Escobar v. $185,000.00 United States Currency

SUMMARY ORDER

Claimant-appellant Victor Escobar (“claimant” or “Escobar”) appeals from an order entered by the District Court on December 12, 2006, granting the motion of plaintiff-appellant the United States (“plaintiff’ or “Government”) for forfeiture of $185,000 and $ 24,650 in United States currency taken from a vehicle Escobar was driving. Claimant alleges that the funds were illegally taken from him and that the Government has no right to the funds.

*37We review a district court’s legal conclusions regarding forfeiture de novo and factual conclusions for plain error. United States v. Gaskin, 364 F.3d 438, 462 (2d Cir.2004). Pursuant to 21 U.S.C. § 881(a)(6),

[a]ll moneys, negotiable instruments, securities, or other things of value furnished or intended to be furnished by any person in exchange for a controlled substance ..., all proceeds traceable to such an exchange, and all moneys, negotiable instruments, and securities used or intended to be used to facilitate any violation

of federal narcotics law are “subject to forfeiture to the United States.” The cause of action is in rem and therefore “against” the money, not Escobar. “It is the property which is proceeded against, and, by resort to a legal fiction, held guilty and condemned as though it were conscious instead of inanimate and insentient.” Waterloo Distilling Corp. v. United States, 282 U.S. 577, 581, 51 S.Ct. 282, 75 L.Ed. 558 (1931) (distinguishing an in rem civil forfeiture proceeding from an in personam criminal proceeding against a defendant person).

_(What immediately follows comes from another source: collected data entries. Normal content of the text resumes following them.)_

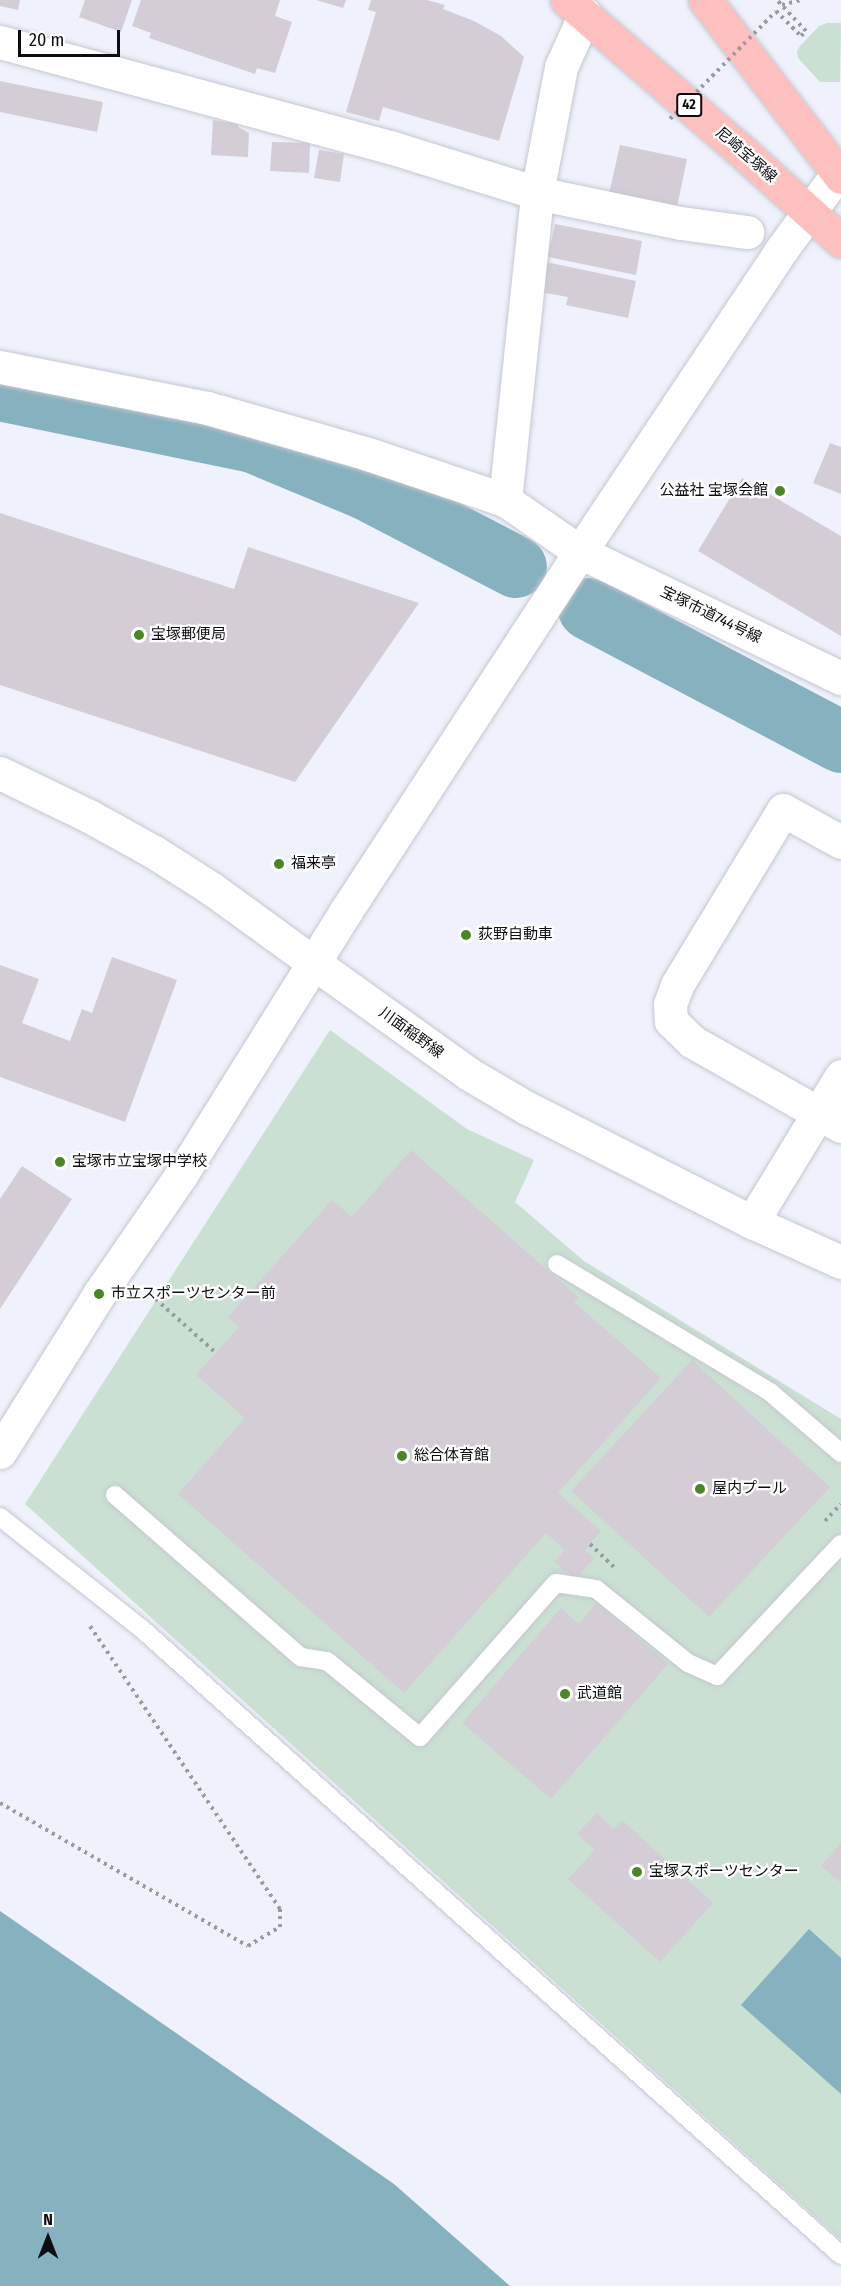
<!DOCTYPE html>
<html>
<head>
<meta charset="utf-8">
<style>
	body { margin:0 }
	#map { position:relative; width:841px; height:2286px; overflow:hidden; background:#eff2fc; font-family:"Fira Sans Condensed","Noto Sans JP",sans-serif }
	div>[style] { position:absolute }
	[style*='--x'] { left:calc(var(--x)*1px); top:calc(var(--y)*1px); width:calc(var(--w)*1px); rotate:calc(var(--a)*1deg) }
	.green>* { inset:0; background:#cae0d2 }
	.water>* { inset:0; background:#86b1be }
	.river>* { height:62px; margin:-31px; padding:0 31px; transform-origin:31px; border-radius:31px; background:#86b1be }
	.building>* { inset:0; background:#d4cdd6 }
	.path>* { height:4px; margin-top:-2px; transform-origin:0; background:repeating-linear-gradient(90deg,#999ba3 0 3px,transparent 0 7.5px) }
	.roads { filter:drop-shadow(0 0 2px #c5c7d1) drop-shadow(0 0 2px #c5c7d1) }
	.service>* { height:18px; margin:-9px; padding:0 9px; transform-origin:9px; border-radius:9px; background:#fff }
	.minor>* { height:33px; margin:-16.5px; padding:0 16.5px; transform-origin:16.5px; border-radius:16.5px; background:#fff }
	.tertiary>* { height:33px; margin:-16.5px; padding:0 16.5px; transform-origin:16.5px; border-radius:16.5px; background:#fff }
	.primary>* { height:33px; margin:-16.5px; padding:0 16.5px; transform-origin:16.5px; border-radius:16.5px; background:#fec0be }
	.path-bridge>* { height:4px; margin-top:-2px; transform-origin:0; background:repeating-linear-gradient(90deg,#999ba3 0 3px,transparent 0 7.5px) }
	.dots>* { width:16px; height:16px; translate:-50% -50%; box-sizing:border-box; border:3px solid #fff; border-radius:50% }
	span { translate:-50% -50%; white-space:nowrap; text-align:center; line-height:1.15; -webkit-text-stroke:4.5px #fff; paint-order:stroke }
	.shield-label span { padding:2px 4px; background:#fff; border:2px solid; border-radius:4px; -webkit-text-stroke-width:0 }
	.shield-label { font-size:14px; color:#0d0d11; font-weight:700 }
	.street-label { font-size:15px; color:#0d0d11 }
	.poi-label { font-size:15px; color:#0d0d11 }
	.right { translate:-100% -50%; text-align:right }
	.left { translate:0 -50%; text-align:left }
	.north { position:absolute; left:18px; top:2208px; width:60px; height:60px; -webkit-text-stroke:4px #fff; paint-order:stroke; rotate:0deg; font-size:16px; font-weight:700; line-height:24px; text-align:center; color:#0d0d11 }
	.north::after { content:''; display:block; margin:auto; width:21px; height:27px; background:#0d0d11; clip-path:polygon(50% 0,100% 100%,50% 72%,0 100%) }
	.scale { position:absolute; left:18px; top:30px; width:102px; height:27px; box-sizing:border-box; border:3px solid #0d0d11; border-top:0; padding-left:8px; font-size:18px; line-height:21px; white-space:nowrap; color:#0d0d11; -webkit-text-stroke:4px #fff; paint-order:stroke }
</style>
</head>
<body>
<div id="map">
	<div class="green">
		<i style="clip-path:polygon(827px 23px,841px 23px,840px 82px,820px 82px,798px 58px,797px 51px,800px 46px,819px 26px)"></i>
		<i style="clip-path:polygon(330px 1030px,467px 1129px,534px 1160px,515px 1202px,584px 1261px,841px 1419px,841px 2240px,25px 1504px)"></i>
	</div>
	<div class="water">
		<i style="clip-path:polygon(0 1911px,394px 2184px,510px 2286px,0 2286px)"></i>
		<i style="clip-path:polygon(809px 1929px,841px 1958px,841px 2094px,741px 2005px)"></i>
	</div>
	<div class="river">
		<i style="--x:0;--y:390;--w:258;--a:11.6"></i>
		<i style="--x:253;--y:442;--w:122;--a:22.6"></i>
		<i style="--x:366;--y:489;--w:169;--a:27.5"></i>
		<i style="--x:589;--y:609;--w:285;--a:27.8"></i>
	</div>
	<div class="building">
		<i style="clip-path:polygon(0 0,20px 0,18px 10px,0 6px)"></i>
		<i style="clip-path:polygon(85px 0,132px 0,121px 32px,79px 17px)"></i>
		<i style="clip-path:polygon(141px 0,280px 0,275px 16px,292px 22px,275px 73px,257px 68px,255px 74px,149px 38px,151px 33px,132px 26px)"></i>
		<i style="clip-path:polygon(316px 0,346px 0,343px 8px)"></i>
		<i style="clip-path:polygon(371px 0,427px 0,445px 5px,443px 9px,474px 21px,501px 36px,524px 57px,499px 141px,383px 107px,379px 121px,346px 112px,376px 12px,368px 10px)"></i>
		<i style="clip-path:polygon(0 81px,103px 102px,97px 132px,0 112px)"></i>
		<i style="clip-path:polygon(213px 120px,238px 124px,238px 127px,249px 133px,248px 157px,211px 155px)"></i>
		<i style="clip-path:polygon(272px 142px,310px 143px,309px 173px,270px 171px)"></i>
		<i style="clip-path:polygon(620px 145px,687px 159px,676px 212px,608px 198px)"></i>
		<i style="clip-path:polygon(319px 150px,344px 154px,340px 182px,314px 178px)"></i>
		<i style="clip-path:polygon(555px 224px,642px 241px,636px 275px,548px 257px)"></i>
		<i style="clip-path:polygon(546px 262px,636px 281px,628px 318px,566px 305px,568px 297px,540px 292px)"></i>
		<i style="clip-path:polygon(830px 443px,841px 447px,841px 494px,813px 483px)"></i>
		<i style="clip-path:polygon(742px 478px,841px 536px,841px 636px,698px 551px)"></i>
		<i style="clip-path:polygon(0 513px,234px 589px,248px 547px,419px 603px,295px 782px,0 685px)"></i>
		<i style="clip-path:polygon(112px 957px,177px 980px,125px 1122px,0 1077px,0 965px,39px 979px,22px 1023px,70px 1041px,82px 1009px,92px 1013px)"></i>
		<i style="clip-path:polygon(411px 1150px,579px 1298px,574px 1302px,661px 1378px,558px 1493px,601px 1531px,585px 1550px,594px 1558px,575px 1580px,554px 1562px,565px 1550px,546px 1533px,404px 1693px,178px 1494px,245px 1418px,196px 1375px,239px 1327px,228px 1317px,332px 1200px,352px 1217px)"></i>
		<i style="clip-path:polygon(22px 1166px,72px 1199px,0 1309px,0 1199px)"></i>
		<i style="clip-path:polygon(692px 1360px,830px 1487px,709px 1617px,571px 1491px)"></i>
		<i style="clip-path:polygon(596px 1603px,668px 1664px,551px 1799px,462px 1723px,561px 1608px,579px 1624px)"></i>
		<i style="clip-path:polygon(597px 1813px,614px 1829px,622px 1820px,713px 1903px,660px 1962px,568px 1879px,595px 1850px,577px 1834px)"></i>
		<i style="clip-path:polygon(841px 1843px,841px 1883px,821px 1866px)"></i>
	</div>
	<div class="path">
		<i style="--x:782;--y:5;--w:20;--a:-15"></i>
		<i style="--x:776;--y:11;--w:35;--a:45"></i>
		<i style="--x:801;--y:36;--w:7;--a:-45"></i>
		<i style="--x:806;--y:31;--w:42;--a:-133.1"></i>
		<i style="--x:150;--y:1294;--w:89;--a:41.8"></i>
		<i style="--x:825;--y:1521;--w:23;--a:-47"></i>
		<i style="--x:590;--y:1544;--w:33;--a:44"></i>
		<i style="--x:0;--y:1803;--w:286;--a:30"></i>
		<i style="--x:248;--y:1946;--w:37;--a:-31"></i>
		<i style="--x:280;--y:1927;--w:18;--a:-90"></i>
		<i style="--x:280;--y:1909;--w:344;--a:-123.9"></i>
	</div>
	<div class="roads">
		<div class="service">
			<i style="--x:557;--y:1264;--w:249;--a:31"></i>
			<i style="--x:770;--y:1392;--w:94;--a:40.7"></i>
			<i style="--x:115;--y:1495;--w:247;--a:41.1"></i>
			<i style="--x:301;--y:1657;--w:26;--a:9"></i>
			<i style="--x:327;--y:1661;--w:120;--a:39.3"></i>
			<i style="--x:420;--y:1737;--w:205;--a:-48.6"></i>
			<i style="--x:556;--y:1583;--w:40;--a:8.5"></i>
			<i style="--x:596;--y:1589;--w:118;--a:38.8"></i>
			<i style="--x:688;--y:1663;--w:32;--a:24"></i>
			<i style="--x:717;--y:1676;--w:181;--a:-46.8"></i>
			<i style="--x:0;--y:1517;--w:181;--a:38.3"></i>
			<i style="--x:142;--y:1629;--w:938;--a:41.85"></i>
		</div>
		<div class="minor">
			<i style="--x:0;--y:42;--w:404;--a:15.1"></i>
			<i style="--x:390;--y:147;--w:154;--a:17.4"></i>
			<i style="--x:537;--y:193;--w:147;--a:11.8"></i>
			<i style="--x:681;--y:223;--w:67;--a:7.8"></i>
			<i style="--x:0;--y:367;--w:211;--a:11.2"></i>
			<i style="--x:207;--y:408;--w:167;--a:15.9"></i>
			<i style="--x:368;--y:454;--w:145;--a:18.6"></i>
			<i style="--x:505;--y:500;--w:91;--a:34.7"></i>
			<i style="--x:580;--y:552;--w:290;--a:25.8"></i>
			<i style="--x:505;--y:500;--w:309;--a:-84"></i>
			<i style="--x:537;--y:193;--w:128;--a:-79.2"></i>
			<i style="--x:561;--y:67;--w:58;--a:-65.6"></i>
			<i style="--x:0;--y:773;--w:99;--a:25.8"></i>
			<i style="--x:89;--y:816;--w:74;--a:29"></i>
			<i style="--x:154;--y:852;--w:69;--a:32.5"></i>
			<i style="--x:212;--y:889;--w:126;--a:36"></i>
			<i style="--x:841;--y:842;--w:66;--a:-151.1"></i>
			<i style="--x:783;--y:810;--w:205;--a:121.2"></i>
			<i style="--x:677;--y:985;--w:20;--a:110"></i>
			<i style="--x:670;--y:1004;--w:17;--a:87"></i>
			<i style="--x:671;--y:1021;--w:30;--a:44"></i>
			<i style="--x:693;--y:1042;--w:170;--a:29.6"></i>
			<i style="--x:752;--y:1222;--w:171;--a:-58.6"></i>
		</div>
		<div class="tertiary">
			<i style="--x:314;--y:963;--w:191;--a:35.6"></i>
			<i style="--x:469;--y:1074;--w:67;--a:30.4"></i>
			<i style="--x:527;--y:1108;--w:252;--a:26.9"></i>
			<i style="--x:752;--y:1222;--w:98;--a:24.2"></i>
			<i style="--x:0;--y:1452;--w:186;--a:-57.9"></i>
			<i style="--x:99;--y:1294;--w:145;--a:-55.4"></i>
			<i style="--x:181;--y:1175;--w:311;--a:-58"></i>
			<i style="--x:346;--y:911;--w:429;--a:-56.9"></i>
			<i style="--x:580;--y:552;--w:364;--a:-56.3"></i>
			<i style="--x:782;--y:249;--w:99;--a:-53.6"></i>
		</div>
		<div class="primary">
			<i style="--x:567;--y:0;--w:225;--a:40.9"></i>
			<i style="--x:737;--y:147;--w:140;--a:42.1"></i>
			<i style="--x:705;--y:0;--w:223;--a:52.5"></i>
		</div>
	</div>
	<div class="path-bridge">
		<i style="--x:670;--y:119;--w:151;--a:-45.5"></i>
	</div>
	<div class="dots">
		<i style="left:780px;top:491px;background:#498625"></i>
		<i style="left:139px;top:635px;background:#498625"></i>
		<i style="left:279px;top:864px;background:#498625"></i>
		<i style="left:466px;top:935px;background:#498625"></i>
		<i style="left:60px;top:1162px;background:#498625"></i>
		<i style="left:99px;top:1294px;background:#498625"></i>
		<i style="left:402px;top:1456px;background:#498625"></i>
		<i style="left:700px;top:1489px;background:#498625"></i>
		<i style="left:565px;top:1694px;background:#498625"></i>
		<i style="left:637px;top:1872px;background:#498625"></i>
	</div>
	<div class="shield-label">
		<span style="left:689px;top:105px">42</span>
	</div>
	<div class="street-label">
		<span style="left:746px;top:155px;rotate:41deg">尼崎宝塚線</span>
		<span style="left:711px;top:615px;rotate:26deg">宝塚市道744号線</span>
		<span style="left:411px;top:1033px;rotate:36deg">川面稲野線</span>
	</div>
	<div class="poi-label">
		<span class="right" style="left:768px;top:491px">公益社 宝塚会館</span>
		<span class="left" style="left:151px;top:635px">宝塚郵便局</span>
		<span class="left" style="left:291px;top:864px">福来亭</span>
		<span class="left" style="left:478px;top:935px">荻野自動車</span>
		<span class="left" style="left:72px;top:1162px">宝塚市立宝塚中学校</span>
		<span class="left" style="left:111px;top:1294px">市立スポーツセンター前</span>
		<span class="left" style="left:414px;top:1456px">総合体育館</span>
		<span class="left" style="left:712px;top:1489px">屋内プール</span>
		<span class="left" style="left:577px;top:1694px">武道館</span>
		<span class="left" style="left:649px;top:1872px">宝塚スポーツセンター</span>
	</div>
	<div class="north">N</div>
	<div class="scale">20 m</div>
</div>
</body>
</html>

Under the Civil Asset Forfeiture Reform Act of 2000 (“CAFRA”), the Government need only prove, by a preponderance of the evidence, that the money is linked to a criminal offense. 18 U.S.C. § 981(b)(2). For the purpose of satisfying its burden of proof, “the [Government may rely upon any evidence it has lawfully obtained up to the time of the forfeiture trial.” United States v. $557,933.89, 287 F.3d 66, 89 (2d Cir.2002). We have held that even where the initial seizure of the property was illegal, the property is not immunized from forfeiture. United States v. $37,780, 920 F.2d 159, 163 (2d Cir.1990). In the case of an illegal seizure, while the exclusionary rule may “result in the suppression of evidence in later proceedings, ... the defendant property itself cannot be suppressed from the forfeiture action.” United States v. Daccarett, 6 F.3d 37, 46 (2d Cir.1993).

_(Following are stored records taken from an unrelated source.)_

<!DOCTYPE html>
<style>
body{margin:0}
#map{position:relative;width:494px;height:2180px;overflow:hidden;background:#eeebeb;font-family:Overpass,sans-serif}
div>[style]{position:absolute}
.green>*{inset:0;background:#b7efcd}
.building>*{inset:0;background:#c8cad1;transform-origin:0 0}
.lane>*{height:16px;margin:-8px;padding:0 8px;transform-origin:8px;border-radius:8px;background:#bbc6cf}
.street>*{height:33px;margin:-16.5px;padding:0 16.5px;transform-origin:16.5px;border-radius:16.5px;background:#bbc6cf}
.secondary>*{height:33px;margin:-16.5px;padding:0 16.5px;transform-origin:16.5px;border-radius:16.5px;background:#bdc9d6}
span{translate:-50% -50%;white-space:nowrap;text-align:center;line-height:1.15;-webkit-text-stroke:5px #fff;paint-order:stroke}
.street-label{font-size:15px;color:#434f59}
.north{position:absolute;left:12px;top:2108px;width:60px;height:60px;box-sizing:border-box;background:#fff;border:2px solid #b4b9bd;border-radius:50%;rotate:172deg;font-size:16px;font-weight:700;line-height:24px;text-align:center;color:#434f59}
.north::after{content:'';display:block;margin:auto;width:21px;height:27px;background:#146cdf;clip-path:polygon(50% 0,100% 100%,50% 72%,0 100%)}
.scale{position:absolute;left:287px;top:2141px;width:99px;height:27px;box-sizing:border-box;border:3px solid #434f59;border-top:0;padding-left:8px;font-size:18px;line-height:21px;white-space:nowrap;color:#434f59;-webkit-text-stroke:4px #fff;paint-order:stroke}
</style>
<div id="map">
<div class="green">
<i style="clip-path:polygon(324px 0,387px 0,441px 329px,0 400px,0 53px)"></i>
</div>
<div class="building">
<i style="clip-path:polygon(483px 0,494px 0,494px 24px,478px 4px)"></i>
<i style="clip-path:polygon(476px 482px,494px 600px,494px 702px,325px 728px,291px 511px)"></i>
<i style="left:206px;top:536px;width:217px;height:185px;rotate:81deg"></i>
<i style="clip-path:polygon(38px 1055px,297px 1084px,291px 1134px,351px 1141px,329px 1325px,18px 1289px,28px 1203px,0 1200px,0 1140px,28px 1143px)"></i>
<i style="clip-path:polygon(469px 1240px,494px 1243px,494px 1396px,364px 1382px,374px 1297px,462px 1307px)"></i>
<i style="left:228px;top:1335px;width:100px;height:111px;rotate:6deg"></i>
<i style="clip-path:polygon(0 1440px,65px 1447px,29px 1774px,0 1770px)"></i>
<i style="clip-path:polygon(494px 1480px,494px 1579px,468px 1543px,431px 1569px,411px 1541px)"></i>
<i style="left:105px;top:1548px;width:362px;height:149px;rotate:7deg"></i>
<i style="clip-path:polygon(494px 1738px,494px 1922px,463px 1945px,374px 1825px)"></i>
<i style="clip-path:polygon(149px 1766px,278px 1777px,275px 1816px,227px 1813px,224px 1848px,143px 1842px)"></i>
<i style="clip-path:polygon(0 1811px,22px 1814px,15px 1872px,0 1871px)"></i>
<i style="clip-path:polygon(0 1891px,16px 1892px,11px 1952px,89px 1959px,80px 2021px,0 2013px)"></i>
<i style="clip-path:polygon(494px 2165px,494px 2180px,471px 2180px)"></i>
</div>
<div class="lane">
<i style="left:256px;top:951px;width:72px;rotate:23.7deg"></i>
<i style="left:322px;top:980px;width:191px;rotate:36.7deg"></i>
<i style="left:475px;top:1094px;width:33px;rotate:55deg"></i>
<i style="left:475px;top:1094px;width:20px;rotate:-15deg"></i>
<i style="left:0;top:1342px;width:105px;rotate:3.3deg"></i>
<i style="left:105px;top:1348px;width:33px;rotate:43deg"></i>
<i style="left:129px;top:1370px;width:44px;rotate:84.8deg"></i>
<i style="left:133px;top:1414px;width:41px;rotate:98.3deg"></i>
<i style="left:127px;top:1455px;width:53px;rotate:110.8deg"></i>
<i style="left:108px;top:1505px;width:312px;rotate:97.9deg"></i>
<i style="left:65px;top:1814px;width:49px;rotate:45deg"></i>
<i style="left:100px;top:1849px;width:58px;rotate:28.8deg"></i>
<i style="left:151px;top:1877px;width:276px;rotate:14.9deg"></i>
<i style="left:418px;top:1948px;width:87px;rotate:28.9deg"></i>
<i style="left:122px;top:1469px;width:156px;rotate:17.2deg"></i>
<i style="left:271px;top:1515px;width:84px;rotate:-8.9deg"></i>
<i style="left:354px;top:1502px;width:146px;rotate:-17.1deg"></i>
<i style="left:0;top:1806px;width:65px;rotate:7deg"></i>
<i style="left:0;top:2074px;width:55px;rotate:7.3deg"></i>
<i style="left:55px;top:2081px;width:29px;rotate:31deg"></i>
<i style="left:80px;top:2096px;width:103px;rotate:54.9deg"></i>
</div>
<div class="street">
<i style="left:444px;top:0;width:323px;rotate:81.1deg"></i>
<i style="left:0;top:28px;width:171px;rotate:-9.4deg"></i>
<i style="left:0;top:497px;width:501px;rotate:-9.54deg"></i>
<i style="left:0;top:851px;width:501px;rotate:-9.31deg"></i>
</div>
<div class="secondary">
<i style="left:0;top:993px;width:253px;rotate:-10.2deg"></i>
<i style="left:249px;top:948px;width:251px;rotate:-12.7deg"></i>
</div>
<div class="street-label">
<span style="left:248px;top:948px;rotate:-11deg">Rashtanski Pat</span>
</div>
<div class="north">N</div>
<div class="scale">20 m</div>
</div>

In this case, the Government presented evidence that Escobar had no documented means of making money in the amounts he was carrying; he admitted to police officers that the money was not his and that he was being paid $2000 to deliver it; he had been stopped two other times carrying similarly large amounts of money which canine sniffs indicated carried the odor of narcotics; and significantly, he had confessed to law enforcement officials in Florida that he had been hired as a money courier in New York for a drug cartel in Colombia. See, e.g., United States v. $22,474.00, 246 F.3d 1212, 1217 (9th Cir.2001) (“The sophisticated dog sniff, and more important, [claimant’s] admission •that he had a prior conviction for cocaine trafficking provide the necessary link.”). Moreover, Escobar has provided no countervailing evidence to indicate that he has a legal interest in the money.

CONCLUSION

We have considered all of plaintiffs arguments on appeal and find them to be without merit. For the reasons stated above, and substantially for the reasons stated by Judge Vitaliano in his September 29, 2006 Memorandum and Order, United States v. $ 185,000, 455 F.Supp.2d 145 (E.D.N.Y.2006), we AFFIRM the judgment of the District Court.